Visiting Writers
The MFA in Creative Writing & Poetics regularly hosts residencies with renowned writers. Visiting writers extend and enrich the MFA’s creative community.
Autumn 2024
Cedar Sigo is a poet and member of the Suquamish Nation. He studied at The Jack Kerouac School of Disembodied Poetics at the Naropa Institute. He is the author of endless books and pamphlets of poetry, including All This Time (Wave Books, 2021), Stranger in Town (City Lights, 2010), Expensive Magic (House Press, 2008), two editions of Selected Writings (Ugly Duckling Presse, 2003 and 2005) and most recently Siren of Atlantis (Wave Books, 2025). In 2022 he received a grants to artist’s award from The Foundation for Contemporary Arts. He has taught all over the country including The University of Washington, Bard College, Washington University, Naropa University and The Institute of American Indian Arts. He lives in Lofall, Washington.

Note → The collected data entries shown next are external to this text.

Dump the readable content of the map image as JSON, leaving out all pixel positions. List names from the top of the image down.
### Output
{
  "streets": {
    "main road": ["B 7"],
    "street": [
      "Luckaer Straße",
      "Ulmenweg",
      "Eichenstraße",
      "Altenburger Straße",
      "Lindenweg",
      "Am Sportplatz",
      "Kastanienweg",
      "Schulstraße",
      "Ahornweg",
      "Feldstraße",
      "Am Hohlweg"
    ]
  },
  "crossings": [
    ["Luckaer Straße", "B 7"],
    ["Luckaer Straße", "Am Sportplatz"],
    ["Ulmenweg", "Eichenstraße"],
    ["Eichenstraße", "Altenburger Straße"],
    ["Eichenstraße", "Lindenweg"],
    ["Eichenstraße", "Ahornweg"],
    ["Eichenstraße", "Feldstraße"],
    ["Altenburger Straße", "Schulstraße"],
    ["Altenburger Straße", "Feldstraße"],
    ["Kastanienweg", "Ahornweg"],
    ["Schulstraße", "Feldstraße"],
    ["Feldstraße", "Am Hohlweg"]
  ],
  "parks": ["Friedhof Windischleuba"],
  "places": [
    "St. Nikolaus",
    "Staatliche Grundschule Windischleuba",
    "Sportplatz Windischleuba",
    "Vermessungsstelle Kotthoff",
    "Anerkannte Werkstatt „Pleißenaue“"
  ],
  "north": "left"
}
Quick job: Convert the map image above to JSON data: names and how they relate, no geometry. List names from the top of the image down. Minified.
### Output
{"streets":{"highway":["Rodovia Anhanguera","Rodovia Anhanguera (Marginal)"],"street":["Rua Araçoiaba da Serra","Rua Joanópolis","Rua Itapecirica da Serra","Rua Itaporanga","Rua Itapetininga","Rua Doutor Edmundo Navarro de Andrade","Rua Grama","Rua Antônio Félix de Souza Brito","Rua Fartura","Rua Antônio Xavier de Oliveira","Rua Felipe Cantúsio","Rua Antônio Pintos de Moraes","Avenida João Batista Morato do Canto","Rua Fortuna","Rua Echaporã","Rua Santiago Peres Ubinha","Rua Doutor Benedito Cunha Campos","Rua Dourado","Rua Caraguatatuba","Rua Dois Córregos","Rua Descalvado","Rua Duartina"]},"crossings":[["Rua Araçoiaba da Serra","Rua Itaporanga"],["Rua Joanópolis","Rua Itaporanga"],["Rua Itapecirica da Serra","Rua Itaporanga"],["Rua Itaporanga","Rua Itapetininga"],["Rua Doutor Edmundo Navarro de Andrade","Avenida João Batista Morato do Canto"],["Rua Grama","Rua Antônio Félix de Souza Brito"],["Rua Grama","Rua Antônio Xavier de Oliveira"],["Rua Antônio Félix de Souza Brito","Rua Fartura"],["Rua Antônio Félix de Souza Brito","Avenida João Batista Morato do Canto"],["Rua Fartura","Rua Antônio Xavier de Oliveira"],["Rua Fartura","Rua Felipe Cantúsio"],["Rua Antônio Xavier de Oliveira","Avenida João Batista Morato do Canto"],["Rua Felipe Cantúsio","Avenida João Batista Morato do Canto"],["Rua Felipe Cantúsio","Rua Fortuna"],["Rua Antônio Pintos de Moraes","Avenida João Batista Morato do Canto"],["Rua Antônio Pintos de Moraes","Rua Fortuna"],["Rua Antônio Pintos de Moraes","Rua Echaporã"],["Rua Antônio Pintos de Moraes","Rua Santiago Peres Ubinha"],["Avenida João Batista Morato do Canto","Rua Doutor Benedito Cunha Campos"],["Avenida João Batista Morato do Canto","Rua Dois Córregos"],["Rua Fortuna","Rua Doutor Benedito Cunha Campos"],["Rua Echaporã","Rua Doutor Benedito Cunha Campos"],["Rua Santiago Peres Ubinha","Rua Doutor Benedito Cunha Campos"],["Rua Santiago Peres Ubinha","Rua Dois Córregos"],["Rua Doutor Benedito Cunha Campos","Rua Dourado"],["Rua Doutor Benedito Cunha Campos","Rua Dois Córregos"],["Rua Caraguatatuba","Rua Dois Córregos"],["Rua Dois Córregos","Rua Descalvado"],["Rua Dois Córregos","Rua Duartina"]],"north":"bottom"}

Nisi Shawl (they/them) is the multiple award-winning author, co-author, and editor of over a dozen books of speculative fiction and related nonfiction, including the standard text on diverse representation, Writing the Other: A Practical Approach. Shawl’s best-known fiction is the Nebula Award finalist novel Everfair. Kinning, published in January 2024, is an Everfair sequel. Additional recent books include the February 2023 Middle Grade historical fantasy novel Speculation, and the September 2024 Beat-era fantasy The Day and Night Books of Mardou Fox. Editing credits include the New Suns anthology series and, with Dr. Rebecca J. Holden, Strange Matings: Science Fiction, Feminism, African American Voices, and Octavia E. Butler. They’ve spoken at Duke University, Spelman College, Sarah Lawrence College, and many other institutions. For over two decades they have served on the boards of the Clarion West Writers Workshop and of the Carl Brandon Society, a nonprofit supporting the presence of people of color in fantastic literature.
Spring 2024
Nadine Antoinette Maestas
Nadine Antoinette Maestas is a poet’s poet and believes that the empire of the sentence is an extremely oppressive totalitarian regime. She prefers the company of poems so much that she would rather read a bad poem than a good novel, but when she is not doing poetry, Nadine loves mountain biking and trail running in dangerous and remote places in the Pacific Northwest. She holds an M.F.A. from University of Michigan’s Hellen Zell Writer’s Program where she was awarded the Faraar award for playwriting. Her hybrid poem play “Hellen on Wheels: A Play of Rhyme and Reason” was performed at California College of the Arts. She is the co-author with Karen Weiser of “Beneath the Bright Discus” (Potes & Poets Press, 2000), and is a co-editor for the poetry anthology Make It True: Poetry from Cascadia. You can find her poems published in Ofrenda Magazine, Snail Trail Press, Pageboy Magazine, Lyric &, The Germ, Poor Mojo’s Almana(k), Really Serious Literature Disappearing Chapbooks, and the bilingual anthology Make It True Meets Medusario. Her dissertation, Calling out the State: Postmodern American Anthropoetics landed her a Ph.D. from the University of Washington. Her first solo book, Imperialism As Sweet As Insult, was published by Really Serious Literature Press in April 2021. She currently teaches at Cornish College of the Arts.
Richard Chiem
Richard Chiem is the author of You Private Person (Sorry House Classics, 2017), and the novel, King of Joy (Soft Skull, 2019), which was long listed for the 2020 PEN Open Book Award. He was named a 2019 Writer to Watch by the Los Angeles Times. He was also a judge for the 2023 PEN/Robert J. Dau Short Story Prize for Emerging Writers. He lives in Seattle.
Image credit: Bella Petro
Autumn 2023
Kristen Millares Young
Kristen Millares Young is a journalist, essayist, and author of the novel Subduction, a Paris Review staff pick called “whip-smart” by the Washington Post and “a brilliant debut” by the Seattle Times. Winner of Nautilus and IPPY awards, Subduction was a finalist for two International Latino Book Awards and Foreword Indies Book of the Year. She reviews books for the Washington Post. A former Hugo House Prose Writer-in-Residence, she is the editor of Seismic, a Washington State Book Award finalist. Kristen was the researcher for the New York Times team behind “Snow Fall,” which won a Pulitzer. She is Seattle University’s 2023 Distinguished Visiting Writer.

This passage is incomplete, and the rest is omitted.